Chyba nikt sobie nie wyobraża, że ulice naszych miast będą przypominać te z południowej Francji czy Niemiec, gdzie w zasadzie nie jest wiadomo, kto jest kim. Wybitny francuski pisarz Jean Raspail, już 40 lat temu przewidział, że Europę pokojowo opanują hordy barbarzyńców. Wtedy był uznawany za rasistę, dziś – za proroka.

Dlaczego tradycyjna rodzina? Bo tylko w wielodzietnej, zdrowej rodzinie, możemy być pewni, że nasze dzieci będą prawidłowo wzrastać, a my – rodzice, znajdziemy oparcie na starość. Na zachodzie nie jest to już takie pewne.

Znam przypadek dużej rodziny w Belgii, gdzie piątka dzieci po śmierci ojca zgodnie sprzedała dom, a matkę umieściła w domu starców.

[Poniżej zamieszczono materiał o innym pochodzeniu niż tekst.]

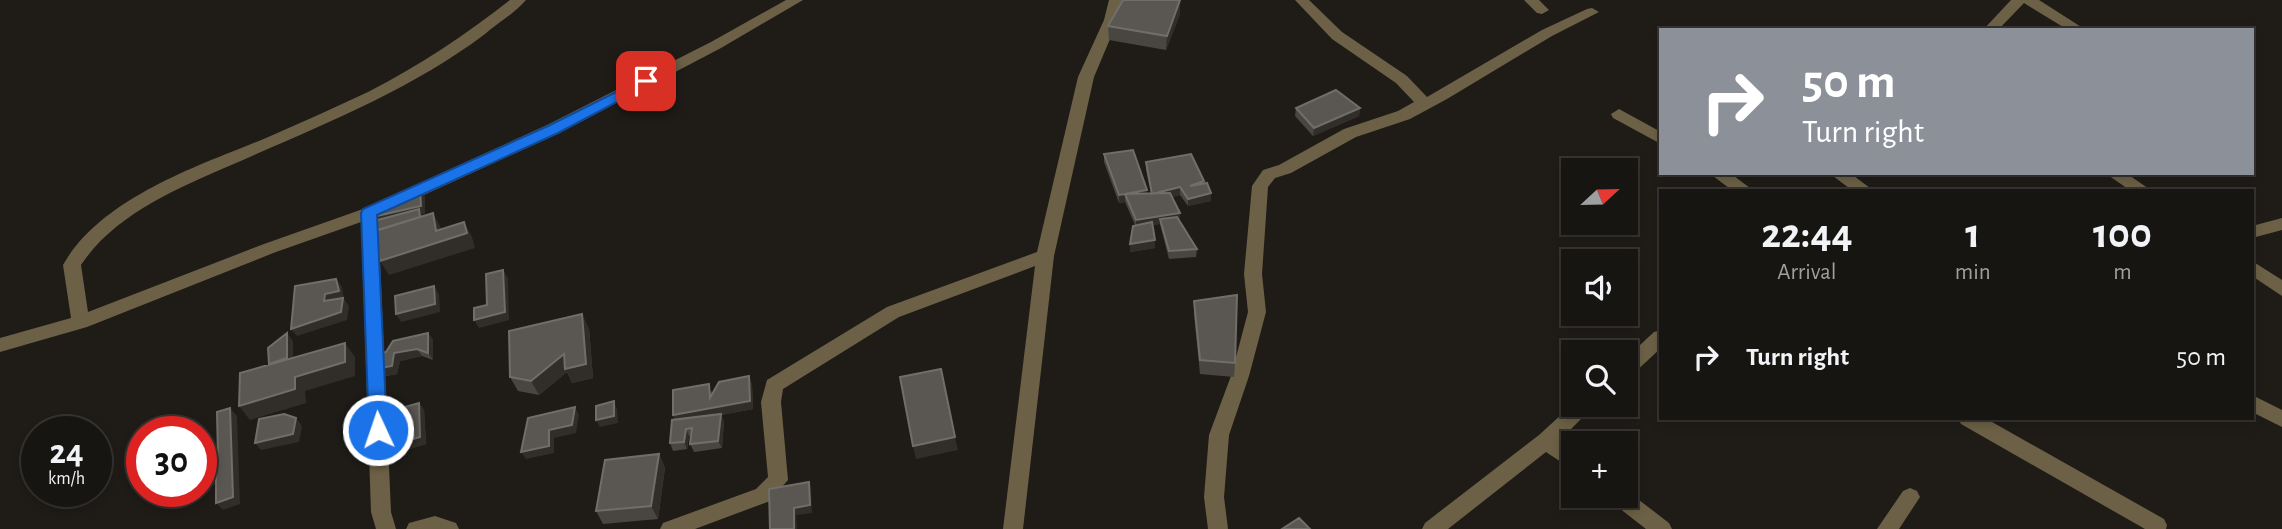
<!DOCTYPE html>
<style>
:root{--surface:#171512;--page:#242220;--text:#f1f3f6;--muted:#9e9f9f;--line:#363432}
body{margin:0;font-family:"Alegreya Sans",sans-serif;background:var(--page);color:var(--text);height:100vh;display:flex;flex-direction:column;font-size:26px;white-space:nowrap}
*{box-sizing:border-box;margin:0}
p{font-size:23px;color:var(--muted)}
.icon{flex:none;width:38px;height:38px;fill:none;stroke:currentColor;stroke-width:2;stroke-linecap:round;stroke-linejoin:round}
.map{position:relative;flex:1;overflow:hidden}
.drawer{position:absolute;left:1659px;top:189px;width:595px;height:231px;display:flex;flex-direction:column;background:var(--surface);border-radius:0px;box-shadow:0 4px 10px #0003,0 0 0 2px var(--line)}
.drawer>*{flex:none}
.guide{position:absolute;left:1659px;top:28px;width:595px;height:147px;border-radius:0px;box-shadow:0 4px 10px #0003,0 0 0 2px var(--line);background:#8c9099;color:#fff;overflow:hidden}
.needle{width:46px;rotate:68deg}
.fabs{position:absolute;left:1561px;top:158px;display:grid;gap:14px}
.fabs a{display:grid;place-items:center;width:77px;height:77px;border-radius:0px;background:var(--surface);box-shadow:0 4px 10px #0003,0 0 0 2px var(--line);font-size:35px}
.speed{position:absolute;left:21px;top:416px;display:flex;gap:14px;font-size:35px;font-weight:700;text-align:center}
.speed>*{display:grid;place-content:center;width:91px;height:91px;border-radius:50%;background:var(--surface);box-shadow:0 4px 10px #0003,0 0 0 2px var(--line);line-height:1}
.speed small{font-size:18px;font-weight:400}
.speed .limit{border:10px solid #d22;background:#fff;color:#111}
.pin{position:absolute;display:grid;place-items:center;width:60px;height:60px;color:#fff;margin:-30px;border-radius:14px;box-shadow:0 4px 10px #0006}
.me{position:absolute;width:77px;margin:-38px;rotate:357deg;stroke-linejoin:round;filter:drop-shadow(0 0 5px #0008)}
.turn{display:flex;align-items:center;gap:24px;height:147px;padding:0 28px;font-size:32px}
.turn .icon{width:91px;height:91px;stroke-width:2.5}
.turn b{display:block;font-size:49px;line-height:60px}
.eta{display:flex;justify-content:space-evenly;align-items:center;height:119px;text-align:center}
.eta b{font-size:42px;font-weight:700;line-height:49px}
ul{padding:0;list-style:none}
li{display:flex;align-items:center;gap:21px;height:98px;padding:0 28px}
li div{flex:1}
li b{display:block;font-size:26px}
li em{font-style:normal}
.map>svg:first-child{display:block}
</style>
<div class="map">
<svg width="2282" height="529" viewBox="0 0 2282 529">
<rect width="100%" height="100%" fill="#1f1c18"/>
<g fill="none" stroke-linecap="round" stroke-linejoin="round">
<path fill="#6c6146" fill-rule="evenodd" d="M510,0h16c-11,13 -28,23 -41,34 -77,58 -168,93 -256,132 -53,23 -115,49 -148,99l7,47 176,-68 99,-35 184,-84 164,-83 75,-42h17l-82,48 -162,85 -181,83 13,296 5,17h-20l-5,-17 -10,-290 -85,30 -189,75 -87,25v-14l71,-20 -8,-53c38,-67 135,-99 203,-127 34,-15 68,-30 102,-46 51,-26 97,-57 142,-92z
M1109,0h14l-5,20 -24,57 -40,179 -31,273h-20l32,-263 -136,51 -116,72 -2,13 7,78 -18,21 -75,28h-35l3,-6 93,-34 12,-12 -7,-75 6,-22 120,-73 150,-55 41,-175 26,-57z
M1295,0h14l33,32 65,44 20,21 115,-67 45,-21 5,-1 7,4 -47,24 -105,63 -37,20 -54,18 -65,36 -16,5 -7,9 -6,87 4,38 -17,64 -20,59 -5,62 4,32h-20l-4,-32 5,-62 22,-59 17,-64 -4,-38 8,-88 11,-16 16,-5 65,-36 54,-18 16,-9 -18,-19 -64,-44z
M1524,0h15l10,10 -7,4 -5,-1z
M2011,0h28l47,30h-18l-44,-27 -26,27h-15z
M1619,109l42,23v12l-48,-26 -2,-4z
M1709,173h21l24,18h-21z
M1829,173h21l24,18h-21z
M2105,173h21l26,18h-21z
M2282,218v12l-30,8v-12z
M2252,261l30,19v16l-30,-20z
M1661,330v18l-28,26 -7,2v-18l28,-26z
M2252,395l30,15v17l-30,-15z
M1573,404h23l-36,36 13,11v19l-27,-18 -98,77h-26l3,-6 114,-88z
M1958,418h27l179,101 3,6 -1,4h-21l-184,-105z
M1910,488l7,3 3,6 -21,32h-22l26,-38z
M1626,490l43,33 3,6h-26l-36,-28 -3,-6h19z
M435,516l21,7 3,6h-53l3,-6z"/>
</g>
<path fill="#494641" d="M1180,0v14l-14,36 -57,-10 -1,-14z
M1296,108h64l-1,8 -46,20 -18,-20z
M1104,154l43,39h4l-5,-23v-8l58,19v3l7,17 -23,5 -8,-11 -8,2 7,24 18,28 -1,8 -27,2 -9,-35 -8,1 3,15v8l-25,4 5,-27 -10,-23 -6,1 -15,-41z
M1194,301l41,62 -1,14 -34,-3 -6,-59z
M589,328l4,50 -21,5 -5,-11 -28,23 -21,-4 -8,-14z
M428,333l5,7v20l-11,-4 -22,5 -3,13 -16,3 5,-25z
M752,384l1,25 -32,6 3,7 -2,26 -28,4 -4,-8 1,-8h-2l-2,13 -14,2 -3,-8 5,-23 -2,-5 39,-24v2z
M419,403l5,7 2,34 -20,6 -16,-1 -6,-8z
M659,454l6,14 -7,51 -55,5 -7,-13z"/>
<path fill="#312e29" d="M1180,0v14l-14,36 1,-14z
M1360,108l-1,8 -46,20 1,-8z
M1180,187v8l-28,7v-8z
M420,189l5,8v17h-3l2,3 -47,8 -5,-8z
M1147,190v8l-22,-4z
M1211,193v8l-23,5v-7z
M1125,194v8l-6,1v-8z
M433,213l8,15 2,13 21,-19 8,15 3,11 -86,27 -9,-14 -6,2 -9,-14 71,-18z
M1180,213v7l-19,4 -1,-5v5l-24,4v-8z
M1155,240v8l-25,4v-8z
M503,270l5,8 1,42 -30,8 -5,-8 31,-8z
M336,279l6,8 2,12 5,7 -2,14 -50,16 -6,-7 33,-28 1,-7z
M434,286l5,8 1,18 -39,10 -5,-8z
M582,314l7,14 4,50 -21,5 -5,-11 -28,23 -8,-14z
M287,333l6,8v25l-18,5 -6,-7z
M428,333l5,7v20l-5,-7z
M345,343l10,14v19l-50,15 1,12 -56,17 -11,-14z
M417,349l5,7 -22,5 -3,13 -16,3 -6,-8 19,-16z
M749,376l3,8 1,25 -32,6 3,7 -2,26 -4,-7 3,-26 -45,8 -3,-8z
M614,401l3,8 1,14 -18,4 -4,-7z
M419,403l5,7 2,34 -20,6 -6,-7z
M575,407l4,8 -3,18 -22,5v15l-28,6 -5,-7z
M230,408l7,8 3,88 -17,6 -7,-7z
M296,418l6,8 -3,16 -38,8 -6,-7z
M686,429l3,7 -2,13 -3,-7z
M955,437l3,13 -42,9 -3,-13z
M659,454l6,14 -7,51 -7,-13z
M216,474l7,8 -22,7v-10z
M809,482l2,7 1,24 -16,2 1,14h-3v-21z"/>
<path fill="#5a5753" stroke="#706e69" stroke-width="2" d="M1123,0h57l-13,36 -59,-10z
M1336,90l24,18 -46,20 -18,-20z
M1133,150l14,40 -22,4 45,-1 10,20 -44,7 -11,-26 -6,1 -15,-41z
M1191,154l13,27 -14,5 17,-3 4,10 -23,6 -8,-12 -28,7 -6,-32z
M420,189l1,17 -49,11 -4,-8z
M419,209l1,8 -46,14v-10z
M433,213l3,18 28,-9 3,11 -87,28 -3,-16 -12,4 -2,-14z
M1177,217l20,32 -28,2 -9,-32z
M1152,222l3,18 -25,4 3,-18z
M503,270l2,42 -31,8v-12l13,-3 -1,-31z
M336,279l3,12 -14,3 -1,7 19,-3 -2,14 -50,17 4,-43z
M434,286l1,18 -39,10 -1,-18z
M1237,295l-2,68 -35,-3 -6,-59z
M582,314l4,50 -21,5 -1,-15 -33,27 -21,-4 -1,-46z
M287,333v25l-18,6 -1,-16z
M428,333v20l-11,-4 -23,4 -2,13 -17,3 2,-16 9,-1 7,-11z
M345,343v19l-50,15v12l-56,17 1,-33z
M941,369l14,68 -42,9 -13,-69z
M749,376l1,25 -77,14v-25l36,-6 1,14 9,-16z
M614,401v15l-18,4v-14z
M419,403l1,34 -20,6 -16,-2 -1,-28z
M575,407l-3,18 -23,5v16l-28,6 7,-34z
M230,408l3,89 -17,6v-29l-15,5v-28l4,7 13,-2 -1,-44z
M284,414l12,4 -3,16 -38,9 4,-24z
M721,414l-3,27 -28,3 2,-16 -6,1 -2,13 -14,1 2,-23z
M659,454l-8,52 -55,5 9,-51z
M809,482l1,23 -16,3v21h-24l-1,-40z
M1299,518l11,11h-28z"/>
<path fill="#1a73e8" stroke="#114b97" stroke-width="2" d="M646,77l5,1v6l-93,49 -181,82 10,215 -3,5 -6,2 -6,-2 -3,-5 -8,-217 2,-4 185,-83z"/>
</svg>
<div class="fabs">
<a><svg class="needle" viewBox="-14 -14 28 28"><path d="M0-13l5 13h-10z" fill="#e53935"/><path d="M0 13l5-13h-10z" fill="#9e9f9f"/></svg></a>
<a><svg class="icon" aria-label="sound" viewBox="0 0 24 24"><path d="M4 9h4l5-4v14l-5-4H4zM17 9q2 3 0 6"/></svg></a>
<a><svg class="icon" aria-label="search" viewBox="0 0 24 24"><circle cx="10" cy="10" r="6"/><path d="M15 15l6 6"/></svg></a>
<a>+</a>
</div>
<div class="speed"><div>24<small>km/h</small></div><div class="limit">30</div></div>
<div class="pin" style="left:646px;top:81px;background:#d93025"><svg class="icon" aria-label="arrive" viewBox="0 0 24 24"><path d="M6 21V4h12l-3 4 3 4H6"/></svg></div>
<svg class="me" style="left:378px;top:430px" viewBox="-20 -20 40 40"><circle r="17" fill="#1a73e8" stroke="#fff" stroke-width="3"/><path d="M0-11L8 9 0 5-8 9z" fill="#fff"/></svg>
<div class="guide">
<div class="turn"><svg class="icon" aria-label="right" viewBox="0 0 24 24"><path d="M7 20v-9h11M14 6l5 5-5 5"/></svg><div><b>50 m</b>Turn right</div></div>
</div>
<section class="drawer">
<div class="eta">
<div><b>22:44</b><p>Arrival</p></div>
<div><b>1</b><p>min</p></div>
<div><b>100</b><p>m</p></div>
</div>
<ul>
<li><svg class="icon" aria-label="right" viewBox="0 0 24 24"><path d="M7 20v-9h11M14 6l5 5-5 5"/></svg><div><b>Turn right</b></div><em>50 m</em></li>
</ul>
</section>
</div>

W Szwecji, gdzie rodziców pali się po śmierci w krematoriach, które ogrzewają osiedla mieszkaniowe (uznaje się to za bardzo dobry przejaw myślenia ekologicznego), 80 proc. dzieci nie odbiera nawet urny z prochami. W Szwecji popełnia się najwięcej samobójstw na świecie.

Podobnie dzieje się w Japonii, Niemczech, gdzie nikt już prawie nie jest chrzczony, a w poenerdowskich enklawach beznadziei większość ludzi mieszka samotnie, z kotem i butelką whiskey.

Państwo nie może zagwarantować nam emerytury. Systemy emerytalne konstruuje się zgodnie z uniwersalną maksymą: „emeryci popierajcie partię czynem, umierajcie przed terminem”. Wypłata naszych emerytur zależy od kondycji przyszłych pokoleń i od sytuacji gospodarczej naszego kraju. A jak Polska dba o rodzinę? Komisja Nadzoru Finansowego od lat straszy młodych Polaków przed zakładaniem rodziny, wyliczając ile to milionów trzeba mieć na każde dziecko.

Dziecko nie jest kosztem. To nasza bezcenna, najpewniejsza i najbardziej satysfakcjonująca inwestycja. Pod warunkiem, że wychowają je rodzice, a nie telewizor. W dzisiejszych czasach trzeba mieć rzeczywiście dużo samozaparcia, aby przeciwstawić się nachalnej propagandzie cywilizacji śmierci. Jak wychować takie dzieci? Podobno bardzo prosto: wystarczy kochać i wymagać.